Wednesday, 14 December 2011

No Escape from UWE!

The day started off cold and dark.  Took Bella out to a few flakes of snow but nothing settled.  Then - just as I was getting ready to drive off, the skies darkened and a near blizzard ensued.
 The poor yucca plant may not be very happy with this treatment
 First time the windscreen has been snowed over this winter, and my first time ever in the van!
 I tootled off to UWE for a series of meetings.  Managed to get parked OK this time, and was reminded why the nickname for the place used to be "Colditz"
 After a couple of meetings to discuss my teaching in Hong Kong, and successfully getting an authorising signature on the claim form for the marking I did last week, I popped in to see Alan Price.  He bemoaned the lack of decent toys to play with these days, as he was surrounded by technology!
 Then talked for quite a while to Phil Phelps about the speech recognition project we worked on together before wandering through the gaily decorated refectory.
 Outside, the day was drawing to a close
 The deserted corridors of Q Block.  I wonder what happened to the successful £20,000 project bid to make these a showpiece for the "learning environment"project I was involved with last year? Is that the cost of new lino and bare walls these days?...
 
 I wandered down to R Block, where the Faculty was holding a Christmas party.  I was a bit early so ended up talking to the Dean for a few minutes.
 People turned up in large numbers soon after, and the Dean gave a long series of short speeches celebrating the Administrative Staff of the Faculty. They are all being reorganised into a centralised, grandly titled "One University Administration", based right up at the other end of the campus in some cases.  For some reason the phrase "rearranging deck chairs on the Titanic" kept coming into my head all day...

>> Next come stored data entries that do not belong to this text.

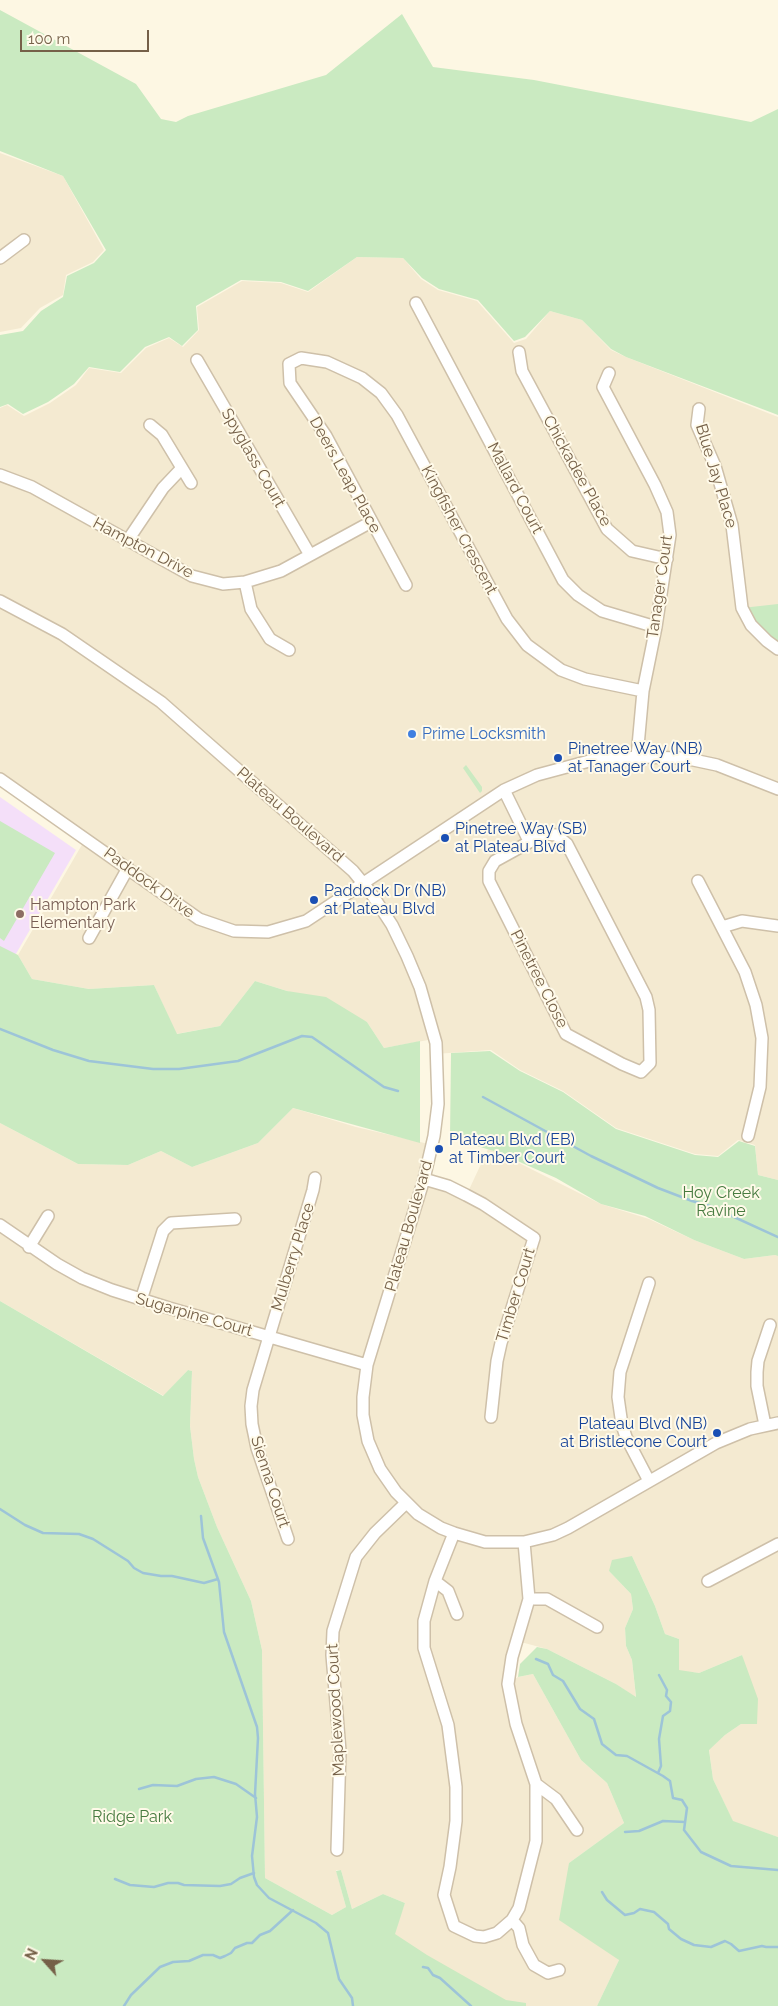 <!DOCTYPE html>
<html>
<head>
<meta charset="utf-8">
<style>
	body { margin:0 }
	#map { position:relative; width:778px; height:2006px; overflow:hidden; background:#fdf7e3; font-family:Raleway,sans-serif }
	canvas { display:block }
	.north { position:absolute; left:20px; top:1936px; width:50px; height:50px; -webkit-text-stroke:4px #fffae9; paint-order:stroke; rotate:296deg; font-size:14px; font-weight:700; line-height:20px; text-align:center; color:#756048 }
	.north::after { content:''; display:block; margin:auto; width:18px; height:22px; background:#756048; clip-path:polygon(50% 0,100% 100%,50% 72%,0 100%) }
	.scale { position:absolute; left:20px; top:30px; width:129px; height:22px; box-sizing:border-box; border:2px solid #756048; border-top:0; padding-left:6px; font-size:15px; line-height:18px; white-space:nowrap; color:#756048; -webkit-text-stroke:4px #fffae9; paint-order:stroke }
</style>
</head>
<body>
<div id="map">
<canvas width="778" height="2006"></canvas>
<div class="north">N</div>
<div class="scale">100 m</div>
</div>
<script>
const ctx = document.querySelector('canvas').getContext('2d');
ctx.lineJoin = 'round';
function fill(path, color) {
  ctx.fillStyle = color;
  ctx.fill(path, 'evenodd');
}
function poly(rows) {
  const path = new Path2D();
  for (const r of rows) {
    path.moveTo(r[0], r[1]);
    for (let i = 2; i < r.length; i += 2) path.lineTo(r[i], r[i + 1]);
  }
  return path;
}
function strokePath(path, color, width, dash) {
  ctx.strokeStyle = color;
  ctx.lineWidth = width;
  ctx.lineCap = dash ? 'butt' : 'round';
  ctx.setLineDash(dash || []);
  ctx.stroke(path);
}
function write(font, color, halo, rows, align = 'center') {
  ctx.font = font + ' Raleway,sans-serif';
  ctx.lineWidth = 4;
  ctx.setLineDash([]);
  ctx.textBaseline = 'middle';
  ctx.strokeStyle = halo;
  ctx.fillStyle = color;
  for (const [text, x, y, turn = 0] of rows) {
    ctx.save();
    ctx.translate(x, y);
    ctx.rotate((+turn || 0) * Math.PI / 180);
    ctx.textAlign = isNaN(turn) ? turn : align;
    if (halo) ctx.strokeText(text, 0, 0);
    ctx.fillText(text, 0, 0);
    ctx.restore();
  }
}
const residential = poly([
	[0,153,63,176,104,250,93,262,66,275,63,295,40,308,21,328,0,332],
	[357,257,403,258,421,279,438,290,477,301,514,343,526,339,550,311,582,320,611,350,626,357,778,417,778,1180,758,1175,755,1145,738,1140,718,1156,695,1154,616,1128,563,1091,520,1070,491,1050,435,1054,421,986,366,878,165,698,64,630,0,597,0,408,7,405,24,416,50,403,76,385,89,368,121,373,146,348,169,338,183,347,199,330,197,307,242,281,281,283,308,292],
	[0,604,62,639,160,706,365,886,389,926,415,988,428,1040,384,1048,367,1022,287,991,255,981,220,1026,176,1034,154,985,89,989,32,979,18,955,87,836,0,777],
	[293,1108,356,1127,433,1145,425,1179,467,1194,488,1149,497,1152,601,1204,649,1219,694,1240,744,1259,775,1255,778,1256,778,1837,733,1822,713,1779,709,1749,725,1735,741,1724,757,1724,742,1655,699,1673,679,1671,679,1639,665,1634,655,1606,632,1556,609,1571,631,1594,633,1609,625,1628,626,1646,632,1660,636,1698,616,1684,547,1649,517,1641,509,1683,518,1677,533,1674,581,1760,607,1783,624,1823,569,1863,619,1960,597,2006,493,2006,389,1946,405,1903,383,1894,352,1909,341,1870,336,1870,346,1907,332,1915,265,1878,262,1650,251,1601,217,1527,198,1477,194,1459,190,1426,192,1371,188,1370,164,1396,0,1301,0,1123,78,1164,128,1165,161,1151,192,1167,258,1143]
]);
const education = poly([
	[0,797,76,850,2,978,0,977]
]);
const green = poly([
	[0,10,136,84,161,119,176,122,188,116,326,75,402,14,433,67,534,80,751,122,778,109,778,415,626,357,611,349,582,320,550,311,525,337,514,341,478,300,439,289,422,278,403,258,357,257,308,291,281,282,241,280,196,306,198,330,182,346,169,337,145,347,120,372,89,367,74,384,48,402,23,414,8,404,0,407,0,335,23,331,41,311,63,297,67,276,94,263,106,250,63,176,0,151],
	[778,604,778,649,742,608],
	[466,765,482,787,482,791,480,793,463,768],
	[0,821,55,853,4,941,0,938],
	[0,946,18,955,32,979,89,989,154,985,177,1034,220,1026,255,981,287,991,326,997,367,1022,384,1048,420,1041,420,1143,293,1108,258,1143,192,1167,161,1151,128,1165,78,1164,0,1123],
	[490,1051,520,1071,563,1092,616,1129,695,1155,718,1157,739,1141,755,1146,758,1175,778,1180,778,1256,775,1255,744,1259,694,1240,645,1216,601,1204,556,1178,497,1152,450,1138,451,1053],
	[0,1301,163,1396,188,1370,192,1371,190,1426,194,1459,198,1477,217,1527,251,1601,262,1650,265,1878,332,1915,346,1907,336,1871,341,1870,352,1909,383,1894,405,1903,395,1934,427,1955,506,2000,526,2003,526,2006,0,2006],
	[632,1556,655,1606,665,1634,679,1639,679,1670,699,1673,742,1655,758,1699,757,1724,741,1724,725,1735,709,1750,713,1779,733,1821,778,1837,778,2006,597,2006,619,1960,559,1920,569,1863,624,1823,607,1783,581,1760,533,1674,518,1677,520,1664,537,1647,547,1649,616,1684,636,1697,632,1660,626,1646,625,1628,633,1609,631,1594,609,1571,612,1560]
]);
const stream = poly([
	[0,1029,53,1050,89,1061,153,1069,179,1069,238,1061,302,1036,312,1037,384,1087,398,1091],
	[483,1097,591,1156,658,1188,692,1201,710,1206,778,1237],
	[0,1509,25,1525,43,1533,79,1534,93,1539,128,1561,134,1568,143,1573,161,1576,172,1576,204,1583,218,1579],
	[201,1516,203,1538,219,1582,224,1632,257,1727,258,1738,255,1794,257,1817,252,1856,254,1877,257,1885,269,1898,316,1923,328,1933,339,1979,352,1998,353,2006],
	[536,1659,548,1664,553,1675,563,1681,580,1709,594,1719,602,1744,616,1755,627,1756,663,1776,670,1781,673,1798,682,1800,687,1808,684,1830,701,1852,731,1866,778,1870],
	[658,1773,661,1766,659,1739,663,1716,670,1711,671,1702,666,1696,667,1690,659,1675],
	[139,1789,153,1785,177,1786,196,1779,214,1777,236,1784,256,1798],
	[625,1832,639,1831,663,1821,685,1822],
	[115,1879,130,1885,154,1887,168,1883,178,1883,184,1885,220,1886,231,1884,240,1878,254,1873],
	[602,1892,607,1900,625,1915,634,1913,640,1909,654,1912,668,1924,669,1929,681,1939,694,1945,711,1947,725,1941,731,1944,739,1951,762,1946,766,1947,778,1947],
	[423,1967,428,1968,433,1975,440,1978,471,2006],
	[124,2006,131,1995,160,1967,173,1962,189,1961,203,1955,213,1955,220,1958,225,1956,231,1953,235,1948,247,1943,252,1943,260,1935,270,1931,293,1910]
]);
const minor = poly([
	[0,258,24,240],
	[416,303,563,580,578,595,602,611,656,627],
	[519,352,522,371,607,529,632,551,667,559],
	[197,360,310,555],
	[609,373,603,387,655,485,667,512,670,535,656,627,643,691,637,757],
	[699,409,697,425,715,466,732,525,742,608,751,625,767,641,778,649],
	[150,425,162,435,191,483],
	[0,475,32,487,192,576,223,584,245,582,281,571,371,522],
	[128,540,163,488,181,469],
	[245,582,251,609,270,639,289,650],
	[406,585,326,436,290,383,289,364,301,358,327,362,362,378,381,393,397,415,507,619,527,645,561,670,585,679,643,691],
	[0,601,62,634,161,702,353,871,371,893,392,925,407,956,420,987,436,1043,438,1104,434,1136,424,1179,367,1365,363,1397,363,1415,368,1441,380,1469,396,1492,418,1514,441,1528,454,1533,485,1542,524,1542,553,1535,568,1528,716,1443,750,1429,778,1423],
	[0,779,199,919,234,931,268,932,306,921,504,790,537,775,593,760,637,757,684,758,717,765,778,789],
	[504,790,529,841],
	[544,834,556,835,567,844,646,997,649,1010,650,1063,641,1072,622,1064,566,1034,489,881,489,871,495,861,544,834],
	[698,881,745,972,756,1005,762,1038,760,1087,748,1136],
	[722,927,742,921,778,926],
	[89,938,128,868],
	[424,1179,448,1186,466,1195,483,1204,534,1238,501,1343,497,1361,491,1417],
	[0,1225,57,1264,82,1278,112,1290,169,1308,367,1365],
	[29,1247,48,1216],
	[649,1283,620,1372,618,1397,622,1425,626,1437,649,1481],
	[141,1300,163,1231,171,1223,235,1219],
	[765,1425,757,1386,757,1372,758,1361,770,1325],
	[454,1533,435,1581,424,1621,424,1648,448,1725,456,1787,456,1821,450,1867,444,1895,454,1926,475,1936,484,1937,497,1933,512,1920,519,1908,536,1841,536,1784,516,1724,508,1684,512,1657,529,1599,524,1542],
	[288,1539,257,1448,252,1424,251,1406,253,1390,313,1190,315,1178],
	[435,1581,448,1591,457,1614],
	[708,1581,778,1544],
	[529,1599,547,1599,597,1627],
	[536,1784,556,1799,577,1830],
	[337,1850,340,1751,332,1655,333,1631,356,1557,375,1533,406,1503],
	[512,1920,519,1928,523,1945,534,1965,548,1973,559,1970]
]);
const markers = [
	[412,734,5,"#3f7fe0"],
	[558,758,5,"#1a4fb4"],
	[445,838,5,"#1a4fb4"],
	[314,900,5,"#1a4fb4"],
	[20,914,5,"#8d6e63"],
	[439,1149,5,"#1a4fb4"],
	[717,1433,5,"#1a4fb4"]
];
const streetNames = [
	["Spyglass Court",253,458,60],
	["Chickadee Place",577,471,61],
	["Deers Leap Place",345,475,61],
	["Blue Jay Place",716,476,73],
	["Mallard Court",515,488,62],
	["Kingfisher Crescent",459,530,62],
	["Hampton Drive",143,548,28],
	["Tanager Court",660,587,-82],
	["Plateau Boulevard",290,815,41],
	["Paddock Drive",149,883,36],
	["Pinetree Close",539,979,63],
	["Plateau Boulevard",409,1226,-74],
	["Mulberry Place",293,1257,-73],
	["Timber Court",516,1295,-73],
	["Sugarpine Court",194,1315,16],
	["Sienna Court",270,1482,72],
	["Maplewood Court",336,1710,-93]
];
const shopNames = [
	["Prime Locksmith",422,734]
];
const transitNames = [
	["Pinetree Way (NB)",568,749],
	["at Tanager Court",568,767],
	["Pinetree Way (SB)",455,829],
	["at Plateau Blvd",455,847],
	["Paddock Dr (NB)",324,891],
	["at Plateau Blvd",324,909],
	["Plateau Blvd (EB)",449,1140],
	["at Timber Court",449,1158],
	["Plateau Blvd (NB)",707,1424,"right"],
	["at Bristlecone Court",707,1442,"right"]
];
const educationNames = [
	["Hampton Park",30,905],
	["Elementary",30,923]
];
const parkNames = [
	["Hoy Creek",721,1193],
	["Ravine",721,1211],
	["Ridge Park",132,1817]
];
fill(residential, '#f4ead1');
fill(education, '#f4dff9');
fill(green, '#caeac1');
strokePath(stream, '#9dc4d8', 2.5);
strokePath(minor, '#cec0a9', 14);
strokePath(minor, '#fff', 11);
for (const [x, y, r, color] of markers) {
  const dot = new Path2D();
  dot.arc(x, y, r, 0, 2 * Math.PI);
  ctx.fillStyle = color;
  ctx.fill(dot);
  strokePath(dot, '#fffae9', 2);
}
write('16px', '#756048', '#fffae9', streetNames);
write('16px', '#366cbe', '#fffae9', shopNames, 'left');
write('16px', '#164399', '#fffae9', transitNames, 'left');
write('16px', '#785e54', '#fffae9', educationNames, 'left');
write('16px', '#477b40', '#fffae9', parkNames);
</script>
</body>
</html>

 After a couple of glasses of non-alcoholic mulled wine and a sausage on a stick, I bade my farewells and came home through the now-melted snow and rain, but not before I noticed this welcoming sign on a lecture theatre door.  That will go down well next year with students paying £9,000 fees!
We have decided not to go out in the cold and rain to see a film tonight, but are now likely to go down to see footage of old Bath tomorrow morning.